No sólo no era un “lugar porno”, tal como nos lo habían
vendido, sino que como fiesta casera resultaba ser la más aburrida a la
que había ido desde que tenía 16 años. El señor y sus dos mujeres nos
veían en silencio, el fulano solitario no se movía, los chicos reían y
bebían. Las bailarinas se quitaban a ratos los taconazos y colocaban sus
cansados pies sobre la sucia alfombra. Mis amigos y yo reíamos,
elucubrando que quizá todos tenían puestas sus esperanzas en que
nosotros comenzáramos el numerito.
Las horas transcurrieron en la misma inercia. Nos dieron las tres y
lo más “fuerte” que pasó fue que una de las chicas nos sacó a bailar a
un amigo y a mí. Nos negamos. Nos preguntó si queríamos que ella nos
bailara. Respondimos que más tarde. Al irse nos vio con cara de
superioridad y nos preguntó: “¿Ustedes son del ambiente o sólo vienen a
ver?”. Entre dientes respondí: “¿Cuál ambiente?”. El solitario me agarró
la nalguita de pasada cuando le di la espalda para dirigirme al baño.
Ni siquiera le regalé una mirada. En las dos habitaciones había camas king size vacías. En una, un “sillón del amor” colocado en una esquina.
El fenómeno de las fiestas clandestinas crece cada día. El “movimiento” recibe el nombre de bass culture y
se está convirtiendo en un negocio temporal para personas muy jóvenes
que utilizan las redes sociales para anunciarse. En Facebook es muy
sencillo ubicarlos, aunque también se corre la voz a través de mensajes
de celular y correos electrónicos.
No todas las fiestas de este tipo son “cachondas”; la mayoría siguen
el esquema de fiesta con baile en donde se vende alcohol a cualquiera.
En la Ciudad de México, en años recientes ha habido un incremento de 500
por ciento en giros negros y fiestas clandestinas, según datos
de la Asociación Nacional de la Industria de Discotecas, Bares y
Centros de Espectáculos, la cual afirma que las bebidas suelen estar
adulteradas (de hecho, esa noche bebí dos vodkas y al día siguiente
amanecí con un tremendo dolor de cabeza).

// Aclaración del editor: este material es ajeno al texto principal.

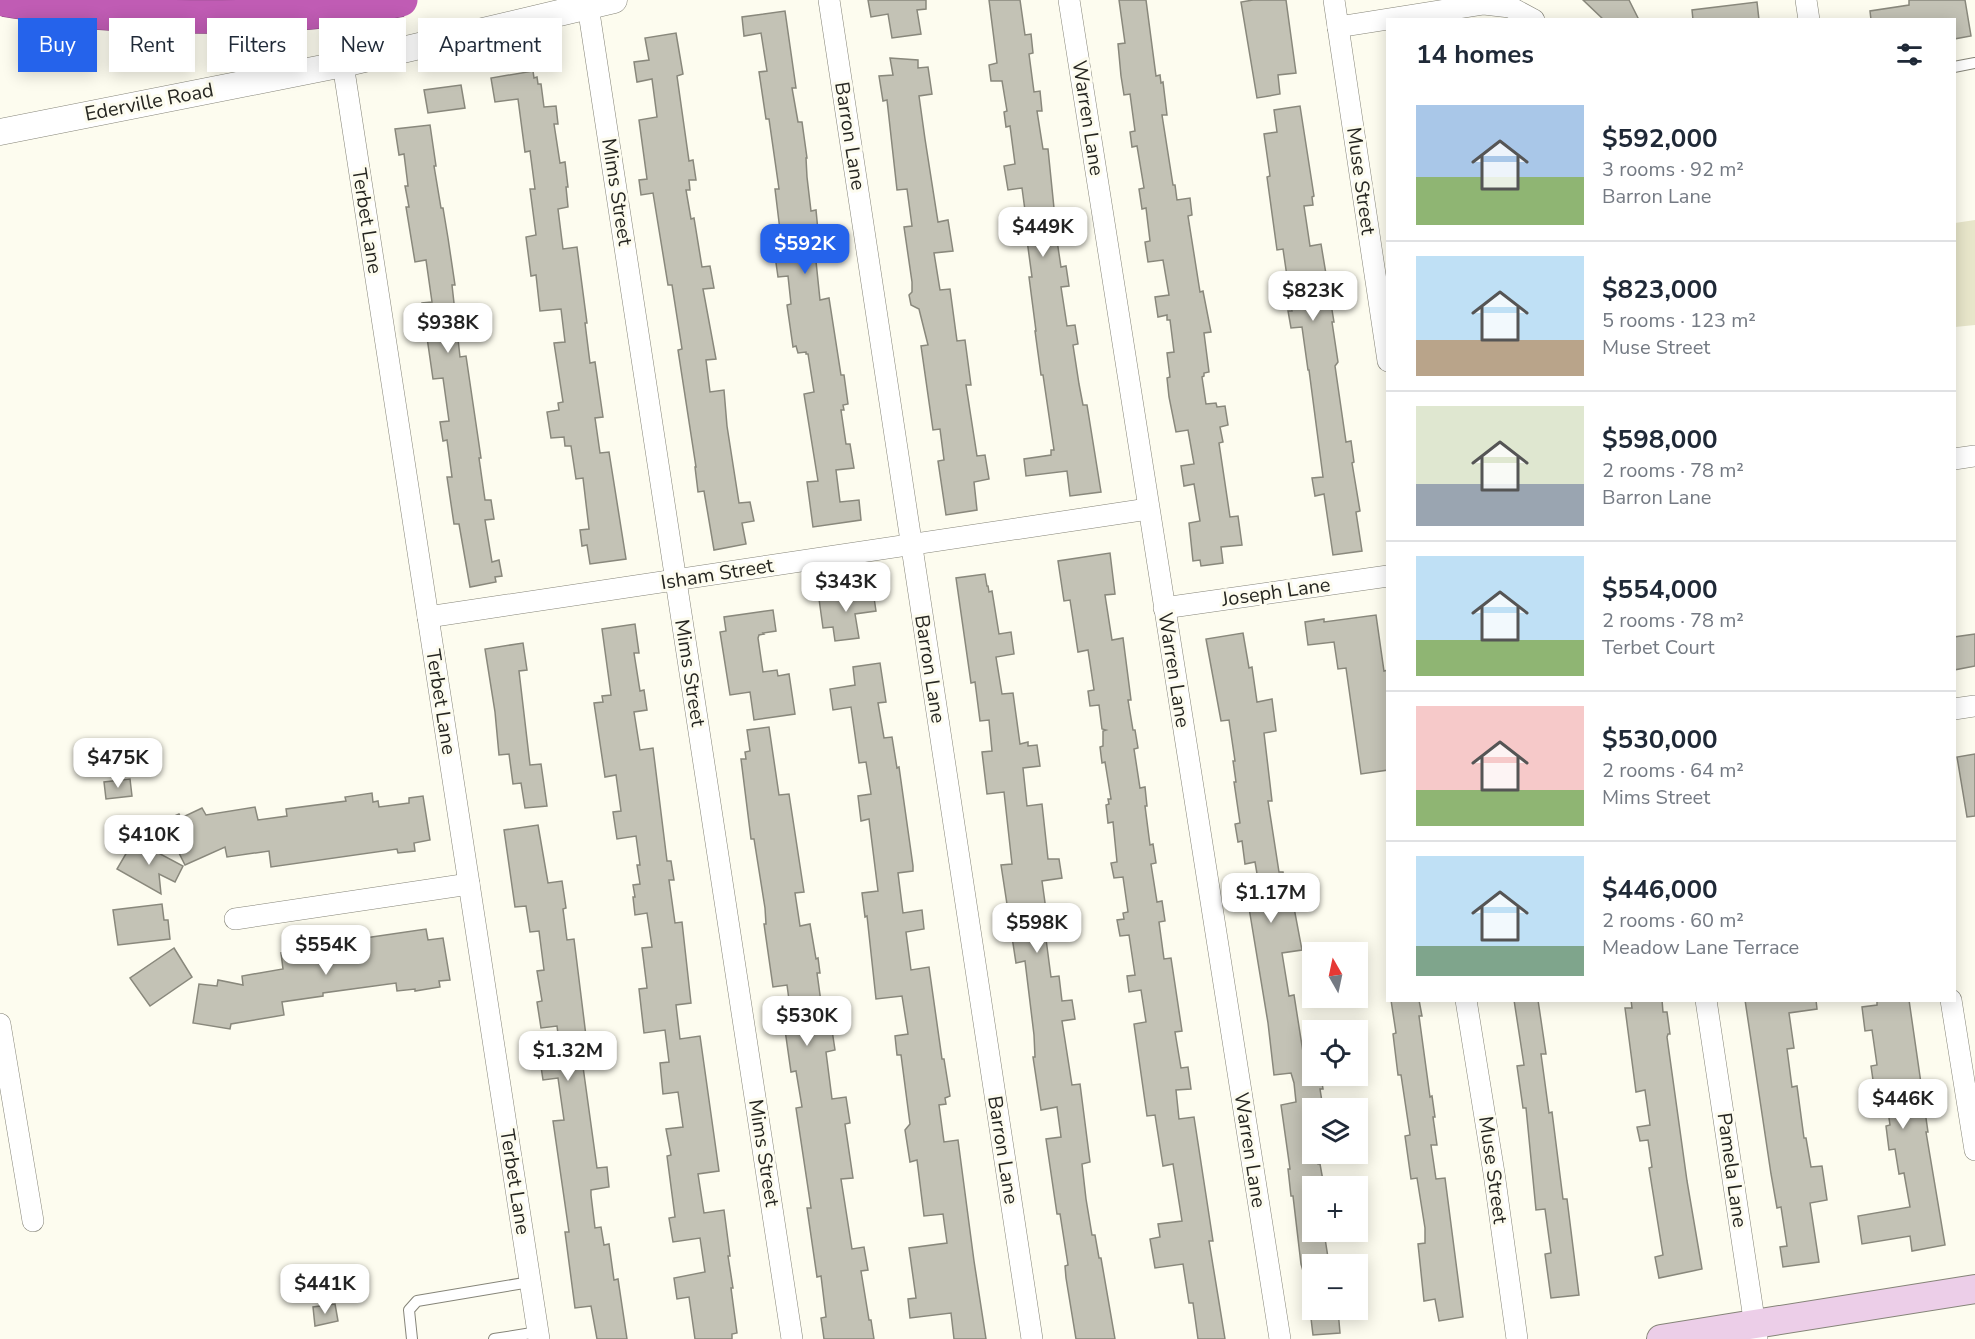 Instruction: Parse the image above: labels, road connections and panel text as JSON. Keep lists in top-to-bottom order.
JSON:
{
  "streets": {
    "street": [
      "Ederville Road",
      "Warren Lane",
      "Barron Lane",
      "Muse Street",
      "Mims Street",
      "Terbet Lane",
      "Isham Street",
      "Joseph Lane",
      "Pamela Lane"
    ]
  },
  "crossings": [
    ["Ederville Road", "Mims Street"],
    ["Warren Lane", "Isham Street"],
    ["Warren Lane", "Joseph Lane"],
    ["Barron Lane", "Isham Street"],
    ["Mims Street", "Isham Street"],
    ["Terbet Lane", "Isham Street"]
  ],
  "north": "top",
  "page": {
    "chip": [
      "Buy",
      "Rent",
      "Filters",
      "New",
      "Apartment"
    ],
    "heading": "14 homes",
    "list": [
      {
        "name": "$592,000",
        "note": "3 rooms · 92 m² · Barron Lane"
      },
      {
        "name": "$823,000",
        "note": "5 rooms · 123 m² · Muse Street"
      },
      {
        "name": "$598,000",
        "note": "2 rooms · 78 m² · Barron Lane"
      },
      {
        "name": "$554,000",
        "note": "2 rooms · 78 m² · Terbet Court"
      },
      {
        "name": "$530,000",
        "note": "2 rooms · 64 m² · Mims Street"
      },
      {
        "name": "$446,000",
        "note": "2 rooms · 60 m² · Meadow Lane Terrace"
      }
    ],
    "price": [
      "$449K",
      "$592K",
      "$823K",
      "$938K",
      "$343K",
      "$475K",
      "$410K",
      "$1.17M",
      "$598K",
      "$554K",
      "$530K",
      "$1.32M",
      "$446K",
      "$441K"
    ],
    "map_buttons": ["+", "−"]
  }
}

Estos espacios carecen de salidas de emergencia, de extintores, de
control de ingreso, horario de cierre y demás cosas que ponen en riesgo a
los asistentes. En los locales swinger con permiso se prohíbe la entrada a los menores de edad y en éstos no. En ese sentido, por muy light
que resulten las fiestecitas para adultos como yo, habría que ver qué
impacto tienen en contagio de ITS y embarazos cuando el asunto se pone
más etílico.
La legislación sanciona con prisión de cinco a siete años y con 500 a
mil 500 días de multa a quien organice fiestas en inmuebles
particulares con venta de alcohol.
En lo personal, la experiencia me confirmó lo dicho: el deseo se
alimenta de la transgresión, de lo novedoso. Esos minutos de expectación
me refrescaron; la risa me resultó afrodisiaca. Al salir, uno de mis
acompañantes le preguntó al hombre de la entrada qué día de la semana
las reuniones se ponían mejor. Respondió: “¡Los viernes como hoy se pone
muy bien, pero los sábados están aún mejor!”. Logré aguantarme las
carcajadas hasta que llegamos a la calle.